Verzagte ihnen wohl das Herz darob, dass mich die Einsamkeit verschlang gleich einem Wallfische? Lauschte ihr Ohr wohl sehnsüchtig-lange umsonst nach mir und meinen Trompeten- und Herolds-Rufen?
– Ach! Immer sind ihrer nur Wenige, deren Herz einen langen Muth und Übermuth hat; und solchen bleibt auch der Geist geduldsam.

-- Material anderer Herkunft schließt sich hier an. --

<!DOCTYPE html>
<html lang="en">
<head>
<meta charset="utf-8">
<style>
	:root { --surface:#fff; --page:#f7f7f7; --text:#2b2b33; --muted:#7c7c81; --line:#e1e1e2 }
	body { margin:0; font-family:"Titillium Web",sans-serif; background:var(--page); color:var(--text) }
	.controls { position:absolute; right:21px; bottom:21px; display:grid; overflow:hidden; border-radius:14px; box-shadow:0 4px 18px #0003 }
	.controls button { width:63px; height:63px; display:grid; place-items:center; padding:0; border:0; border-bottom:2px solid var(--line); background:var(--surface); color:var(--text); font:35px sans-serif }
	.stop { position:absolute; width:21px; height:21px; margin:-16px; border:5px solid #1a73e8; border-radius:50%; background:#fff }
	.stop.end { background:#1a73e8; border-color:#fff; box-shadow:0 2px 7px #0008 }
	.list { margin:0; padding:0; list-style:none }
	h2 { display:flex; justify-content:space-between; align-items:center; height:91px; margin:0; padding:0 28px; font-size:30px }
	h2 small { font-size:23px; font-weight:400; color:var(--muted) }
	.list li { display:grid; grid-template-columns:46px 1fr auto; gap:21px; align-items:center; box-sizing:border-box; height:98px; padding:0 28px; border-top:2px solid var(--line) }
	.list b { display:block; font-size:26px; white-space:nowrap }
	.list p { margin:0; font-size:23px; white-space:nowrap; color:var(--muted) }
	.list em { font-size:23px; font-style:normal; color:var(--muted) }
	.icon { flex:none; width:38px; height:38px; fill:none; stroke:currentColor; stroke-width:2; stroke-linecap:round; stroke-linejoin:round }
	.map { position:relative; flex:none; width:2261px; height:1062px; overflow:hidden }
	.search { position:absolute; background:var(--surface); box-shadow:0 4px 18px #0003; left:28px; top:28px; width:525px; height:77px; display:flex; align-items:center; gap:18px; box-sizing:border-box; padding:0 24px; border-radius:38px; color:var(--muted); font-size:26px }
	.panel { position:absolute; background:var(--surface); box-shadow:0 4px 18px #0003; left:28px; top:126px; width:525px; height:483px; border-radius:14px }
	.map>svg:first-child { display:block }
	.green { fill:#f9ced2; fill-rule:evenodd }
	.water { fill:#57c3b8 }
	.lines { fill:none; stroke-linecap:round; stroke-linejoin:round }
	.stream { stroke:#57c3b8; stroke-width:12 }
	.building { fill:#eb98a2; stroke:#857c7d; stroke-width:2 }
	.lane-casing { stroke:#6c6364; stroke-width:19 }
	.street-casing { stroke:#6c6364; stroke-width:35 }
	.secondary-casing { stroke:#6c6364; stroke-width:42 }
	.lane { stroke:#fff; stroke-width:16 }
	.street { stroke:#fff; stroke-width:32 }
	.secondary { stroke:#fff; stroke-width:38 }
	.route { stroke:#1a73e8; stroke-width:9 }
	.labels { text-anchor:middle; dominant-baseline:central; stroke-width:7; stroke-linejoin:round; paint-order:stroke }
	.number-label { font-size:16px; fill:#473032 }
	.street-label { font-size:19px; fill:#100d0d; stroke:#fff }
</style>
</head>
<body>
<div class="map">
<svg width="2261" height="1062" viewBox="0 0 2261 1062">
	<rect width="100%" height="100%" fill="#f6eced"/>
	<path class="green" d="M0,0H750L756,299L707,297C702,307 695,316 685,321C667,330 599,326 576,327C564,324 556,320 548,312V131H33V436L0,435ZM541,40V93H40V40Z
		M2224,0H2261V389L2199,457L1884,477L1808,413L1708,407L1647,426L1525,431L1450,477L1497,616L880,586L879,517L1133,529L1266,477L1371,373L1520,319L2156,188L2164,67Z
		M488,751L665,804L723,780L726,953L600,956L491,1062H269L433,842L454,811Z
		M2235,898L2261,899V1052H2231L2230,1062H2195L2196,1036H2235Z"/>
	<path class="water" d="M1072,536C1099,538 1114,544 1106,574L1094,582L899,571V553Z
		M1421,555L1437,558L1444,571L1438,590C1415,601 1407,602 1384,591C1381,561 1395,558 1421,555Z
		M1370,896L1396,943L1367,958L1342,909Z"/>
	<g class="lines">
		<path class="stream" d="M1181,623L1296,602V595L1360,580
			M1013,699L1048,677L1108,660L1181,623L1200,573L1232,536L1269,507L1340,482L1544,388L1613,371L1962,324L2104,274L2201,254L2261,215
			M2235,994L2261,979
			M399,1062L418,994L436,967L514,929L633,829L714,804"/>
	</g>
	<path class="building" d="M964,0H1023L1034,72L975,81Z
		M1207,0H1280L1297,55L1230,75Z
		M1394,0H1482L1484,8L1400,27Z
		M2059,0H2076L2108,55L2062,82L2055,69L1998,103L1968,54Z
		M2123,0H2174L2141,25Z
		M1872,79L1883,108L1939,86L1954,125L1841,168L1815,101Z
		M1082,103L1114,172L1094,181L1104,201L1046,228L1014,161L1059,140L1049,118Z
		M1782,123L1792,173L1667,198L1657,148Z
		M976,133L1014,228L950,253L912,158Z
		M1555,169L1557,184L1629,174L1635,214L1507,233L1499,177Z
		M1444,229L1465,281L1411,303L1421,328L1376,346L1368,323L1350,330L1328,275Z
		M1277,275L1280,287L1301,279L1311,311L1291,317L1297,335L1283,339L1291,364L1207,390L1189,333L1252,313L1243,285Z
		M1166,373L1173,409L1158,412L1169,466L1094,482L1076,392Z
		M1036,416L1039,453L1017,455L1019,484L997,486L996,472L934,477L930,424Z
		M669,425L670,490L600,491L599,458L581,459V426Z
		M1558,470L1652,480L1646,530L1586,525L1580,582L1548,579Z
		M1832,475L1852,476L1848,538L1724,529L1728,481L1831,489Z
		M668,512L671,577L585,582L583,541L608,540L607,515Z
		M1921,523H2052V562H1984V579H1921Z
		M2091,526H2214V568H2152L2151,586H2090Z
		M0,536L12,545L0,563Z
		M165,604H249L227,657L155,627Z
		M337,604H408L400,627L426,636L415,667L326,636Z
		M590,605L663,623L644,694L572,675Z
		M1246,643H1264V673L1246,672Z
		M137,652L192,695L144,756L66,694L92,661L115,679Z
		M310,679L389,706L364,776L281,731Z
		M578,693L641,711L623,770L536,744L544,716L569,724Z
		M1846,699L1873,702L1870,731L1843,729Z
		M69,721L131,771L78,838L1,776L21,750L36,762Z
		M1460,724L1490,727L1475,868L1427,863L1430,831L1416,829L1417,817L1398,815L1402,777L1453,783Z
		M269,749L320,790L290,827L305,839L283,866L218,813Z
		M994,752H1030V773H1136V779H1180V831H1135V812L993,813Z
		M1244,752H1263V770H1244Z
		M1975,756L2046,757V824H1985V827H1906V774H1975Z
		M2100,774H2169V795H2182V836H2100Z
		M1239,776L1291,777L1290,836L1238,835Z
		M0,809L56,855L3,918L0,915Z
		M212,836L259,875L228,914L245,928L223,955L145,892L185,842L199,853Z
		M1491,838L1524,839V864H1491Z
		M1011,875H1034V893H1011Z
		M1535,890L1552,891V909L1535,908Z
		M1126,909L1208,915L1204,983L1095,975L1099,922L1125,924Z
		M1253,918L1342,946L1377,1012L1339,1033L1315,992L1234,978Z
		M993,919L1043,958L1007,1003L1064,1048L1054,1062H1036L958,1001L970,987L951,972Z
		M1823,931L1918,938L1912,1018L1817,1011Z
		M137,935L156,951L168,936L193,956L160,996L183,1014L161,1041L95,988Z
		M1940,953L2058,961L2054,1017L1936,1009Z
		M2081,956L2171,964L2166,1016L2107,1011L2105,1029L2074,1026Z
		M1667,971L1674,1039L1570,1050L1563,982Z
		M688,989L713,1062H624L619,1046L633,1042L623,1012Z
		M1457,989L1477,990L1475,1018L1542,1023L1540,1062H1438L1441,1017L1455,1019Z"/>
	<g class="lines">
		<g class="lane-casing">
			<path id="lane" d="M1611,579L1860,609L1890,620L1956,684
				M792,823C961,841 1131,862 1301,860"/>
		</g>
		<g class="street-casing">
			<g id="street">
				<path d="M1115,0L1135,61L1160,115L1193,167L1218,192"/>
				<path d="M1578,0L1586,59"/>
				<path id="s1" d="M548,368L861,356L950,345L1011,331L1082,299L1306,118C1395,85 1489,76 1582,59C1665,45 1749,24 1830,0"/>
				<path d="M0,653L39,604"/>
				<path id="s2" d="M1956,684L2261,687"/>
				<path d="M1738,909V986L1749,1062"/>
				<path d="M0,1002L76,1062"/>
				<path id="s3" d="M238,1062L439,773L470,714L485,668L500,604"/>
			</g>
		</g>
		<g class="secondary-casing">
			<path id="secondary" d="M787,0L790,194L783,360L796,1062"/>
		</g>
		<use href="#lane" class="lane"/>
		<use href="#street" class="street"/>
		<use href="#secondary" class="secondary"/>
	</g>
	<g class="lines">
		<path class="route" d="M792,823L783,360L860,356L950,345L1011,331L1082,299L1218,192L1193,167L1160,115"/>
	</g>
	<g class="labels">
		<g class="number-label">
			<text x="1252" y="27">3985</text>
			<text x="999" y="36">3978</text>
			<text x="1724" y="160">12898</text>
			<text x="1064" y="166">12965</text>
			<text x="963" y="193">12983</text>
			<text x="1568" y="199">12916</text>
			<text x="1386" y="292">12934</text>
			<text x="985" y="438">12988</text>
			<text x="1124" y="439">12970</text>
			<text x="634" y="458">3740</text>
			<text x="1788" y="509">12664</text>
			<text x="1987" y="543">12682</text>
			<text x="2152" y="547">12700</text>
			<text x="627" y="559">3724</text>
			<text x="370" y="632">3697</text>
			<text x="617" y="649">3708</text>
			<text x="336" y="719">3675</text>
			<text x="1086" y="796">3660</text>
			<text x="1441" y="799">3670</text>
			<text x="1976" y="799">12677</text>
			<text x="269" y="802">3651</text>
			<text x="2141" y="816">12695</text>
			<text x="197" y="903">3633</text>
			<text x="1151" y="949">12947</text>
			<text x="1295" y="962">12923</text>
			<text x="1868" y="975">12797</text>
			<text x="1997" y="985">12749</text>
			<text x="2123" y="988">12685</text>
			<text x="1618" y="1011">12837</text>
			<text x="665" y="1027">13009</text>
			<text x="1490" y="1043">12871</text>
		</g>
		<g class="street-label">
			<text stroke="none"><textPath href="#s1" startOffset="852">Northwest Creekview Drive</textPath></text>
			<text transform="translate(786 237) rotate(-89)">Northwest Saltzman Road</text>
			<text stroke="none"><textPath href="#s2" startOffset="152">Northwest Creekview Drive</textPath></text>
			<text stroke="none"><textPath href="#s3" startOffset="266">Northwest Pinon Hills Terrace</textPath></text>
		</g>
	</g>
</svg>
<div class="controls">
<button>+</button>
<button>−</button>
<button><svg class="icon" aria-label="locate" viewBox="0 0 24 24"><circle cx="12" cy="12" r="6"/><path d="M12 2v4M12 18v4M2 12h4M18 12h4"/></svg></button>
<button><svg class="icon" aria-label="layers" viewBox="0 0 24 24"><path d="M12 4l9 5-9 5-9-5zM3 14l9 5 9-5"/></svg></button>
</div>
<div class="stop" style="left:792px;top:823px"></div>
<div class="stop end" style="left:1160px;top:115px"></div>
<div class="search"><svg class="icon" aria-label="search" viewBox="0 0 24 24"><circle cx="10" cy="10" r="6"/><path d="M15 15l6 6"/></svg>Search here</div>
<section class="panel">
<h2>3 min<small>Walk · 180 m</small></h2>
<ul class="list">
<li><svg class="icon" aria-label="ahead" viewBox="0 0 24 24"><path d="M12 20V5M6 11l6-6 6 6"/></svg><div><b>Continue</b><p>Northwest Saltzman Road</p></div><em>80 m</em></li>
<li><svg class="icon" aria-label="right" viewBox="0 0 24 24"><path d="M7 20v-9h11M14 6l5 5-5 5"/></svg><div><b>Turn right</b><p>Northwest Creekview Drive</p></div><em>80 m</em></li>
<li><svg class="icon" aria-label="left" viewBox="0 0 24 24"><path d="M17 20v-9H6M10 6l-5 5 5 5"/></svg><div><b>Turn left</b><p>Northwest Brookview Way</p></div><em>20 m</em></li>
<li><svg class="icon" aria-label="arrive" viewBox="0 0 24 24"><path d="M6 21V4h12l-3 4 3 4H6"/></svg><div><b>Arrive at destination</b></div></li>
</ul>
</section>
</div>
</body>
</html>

Der Rest aber ist feige.
Der Rest: das sind immer die Allermeisten, der Alltag, der Überfluss, die Viel-zu-Vielen – diese alle sind feige! –
Wer meiner Art ist, dem werden auch die Erlebnisse meiner Art über den Weg laufen: also, dass seine ersten Gesellen Leichname und Possenreisser sein müssen.
Seine zweiten Gesellen aber – die werden sich seine Gläubigen heissen: ein lebendiger Schwarm, viel Liebe, viel Thorheit, viel unbärtige Verehrung.
An diese Gläubigen soll Der nicht sein Herz binden, wer meiner Art unter Menschen ist; an diese Lenze und bunte Wiesen soll Der nicht glauben, wer die flüchtig-feige Menschenart kennt!
Könnten sie anders, so würden sie auch anders wollen. Halb- und Halbe verderben alles Ganze. Dass Blätter welk werden, – was ist da zu klagen!
Lass sie fahren und fallen, oh Zarathustra, und klage nicht! Lieber noch blase mit raschelnden Winden unter sie, –
– blase unter diese Blätter, oh Zarathustra: dass alles Welke schneller noch von dir davonlaufen! –
»Wir sind wieder fromm geworden« – so bekennen diese Abtrünnigen; und Manche von ihnen sind noch zu feige, also zu bekennen.
Denen sehe ich in’s Auge, – denen sage ich es in’s Gesicht und in die Röthe ihrer Wangen: ihr seid Solche, welche wieder beten!
Es ist aber eine Schmach, zu beten! Nicht für Alle, aber für dich und mich und wer auch im Kopfe sein Gewissen hat. Für dich ist es eine Schmach, zu beten!
Du weisst es wohl: dein feiger Teufel in dir, der gerne Hände-falten und Hände-in-den-Schooss-legen und es bequemer haben möchte: – dieser feige Teufel redet dir zu »es giebt einen Gott!«
Damit aber gehörst du zur lichtscheuen Art, denen Licht nimmer Ruhe lässt; nun musst du täglich deinen Kopf tiefer in Nacht und Dunst stecken!
Und wahrlich, du wähltest die Stunde gut: denn eben wieder fliegen die Nachtvögel aus. Die Stunde kam allem lichtscheuen Volke, die Abend- und Feierstunde, wo es nicht – »feiert.«
Ich höre und rieche es: es kam ihre Stunde für Jagd und Umzug, nicht zwar für eine wilde Jagd, sondern für eine zahme lahme schnüffelnde Leisetreter- und Leisebeter-Jagd, –
– für eine Jagd auf seelenvolle Duckmäuser: alle Herzens- Mausefallen sind jetzt wieder aufgestellt! Und wo ich einen Vorhang aufhebe, da kommt ein Nachtfalterchen herausgestürzt.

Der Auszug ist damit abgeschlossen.